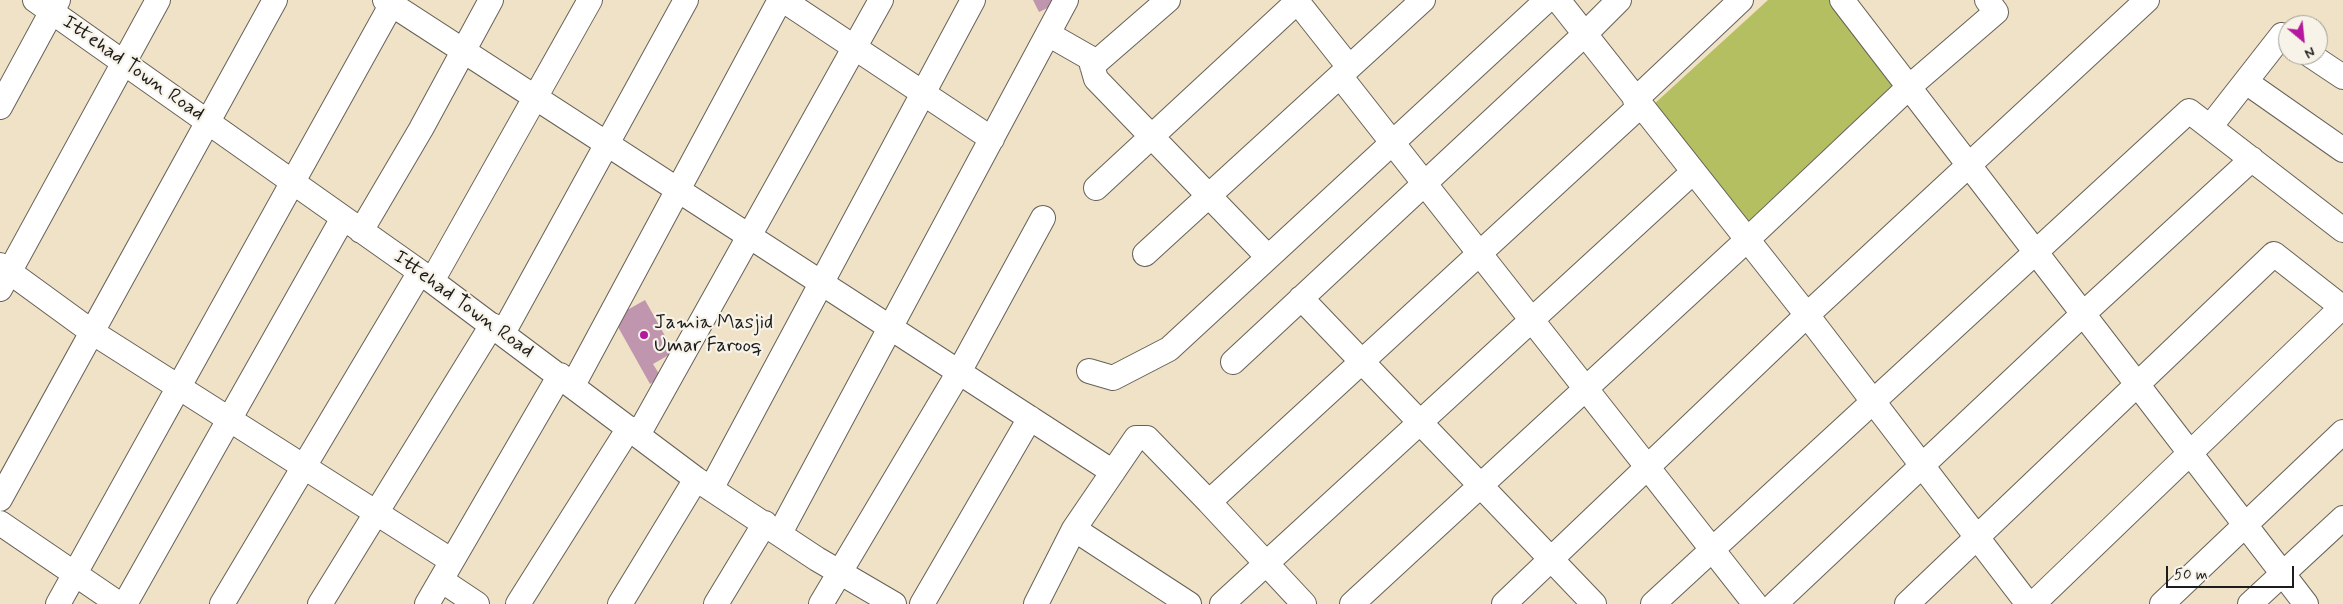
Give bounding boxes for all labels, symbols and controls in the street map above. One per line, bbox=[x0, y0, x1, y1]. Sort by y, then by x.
street label: Ittehad Town Road bbox=[57, 11, 209, 127]
north arrow bbox=[2278, 15, 2328, 65]
text: N bbox=[2301, 42, 2318, 62]
street label: Ittehad Town Road bbox=[388, 246, 538, 364]
place label: Jamia Masjid Umar Farooq bbox=[654, 312, 773, 359]
marker: Jamia Masjid Umar Farooq bbox=[638, 329, 650, 341]
scale bar bbox=[2168, 556, 2296, 588]
text: 50 m bbox=[2174, 565, 2208, 585]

● **Task details**: Retype every entry exactly, but keep the pictures out of your copy.

● **Completed exercise**:
Give bounding boxes for all labels, symbols and controls in the street map above. One per line, bbox=[x0, y0, x1, y1]. Sort by y, then by x.
street label: Ittehad Town Road bbox=[57, 11, 209, 127]
north arrow bbox=[2278, 15, 2328, 65]
text: N bbox=[2301, 42, 2318, 62]
street label: Ittehad Town Road bbox=[388, 246, 538, 364]
place label: Jamia Masjid Umar Farooq bbox=[654, 312, 773, 359]
marker: Jamia Masjid Umar Farooq bbox=[638, 329, 650, 341]
scale bar bbox=[2168, 556, 2296, 588]
text: 50 m bbox=[2174, 565, 2208, 585]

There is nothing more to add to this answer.